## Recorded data
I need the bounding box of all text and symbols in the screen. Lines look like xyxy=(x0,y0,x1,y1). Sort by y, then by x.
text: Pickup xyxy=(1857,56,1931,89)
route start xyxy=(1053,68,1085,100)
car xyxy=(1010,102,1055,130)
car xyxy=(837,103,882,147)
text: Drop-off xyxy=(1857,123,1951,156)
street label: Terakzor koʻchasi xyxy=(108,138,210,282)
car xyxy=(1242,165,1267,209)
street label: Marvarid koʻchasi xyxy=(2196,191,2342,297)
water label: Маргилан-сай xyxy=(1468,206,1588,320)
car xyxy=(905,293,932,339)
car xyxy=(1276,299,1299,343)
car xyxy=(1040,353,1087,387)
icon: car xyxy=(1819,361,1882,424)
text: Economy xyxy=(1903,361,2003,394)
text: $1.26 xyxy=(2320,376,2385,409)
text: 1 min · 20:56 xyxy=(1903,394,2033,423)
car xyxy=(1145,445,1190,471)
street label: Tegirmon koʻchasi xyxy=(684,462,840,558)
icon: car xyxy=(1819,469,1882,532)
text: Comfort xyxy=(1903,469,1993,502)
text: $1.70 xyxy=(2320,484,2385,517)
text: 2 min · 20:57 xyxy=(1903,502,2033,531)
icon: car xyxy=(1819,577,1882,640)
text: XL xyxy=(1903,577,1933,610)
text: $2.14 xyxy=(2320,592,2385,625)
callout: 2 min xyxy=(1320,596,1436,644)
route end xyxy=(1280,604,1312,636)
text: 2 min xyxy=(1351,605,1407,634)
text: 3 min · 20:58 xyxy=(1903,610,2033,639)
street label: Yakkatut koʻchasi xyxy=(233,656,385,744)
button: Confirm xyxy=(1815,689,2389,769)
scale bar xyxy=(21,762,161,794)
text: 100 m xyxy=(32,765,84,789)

## Assignment
Write out every line in the data that holds the string "koʻchasi".

## Task response
street label: Terakzor koʻchasi xyxy=(108,138,210,282)
street label: Marvarid koʻchasi xyxy=(2196,191,2342,297)
street label: Tegirmon koʻchasi xyxy=(684,462,840,558)
street label: Yakkatut koʻchasi xyxy=(233,656,385,744)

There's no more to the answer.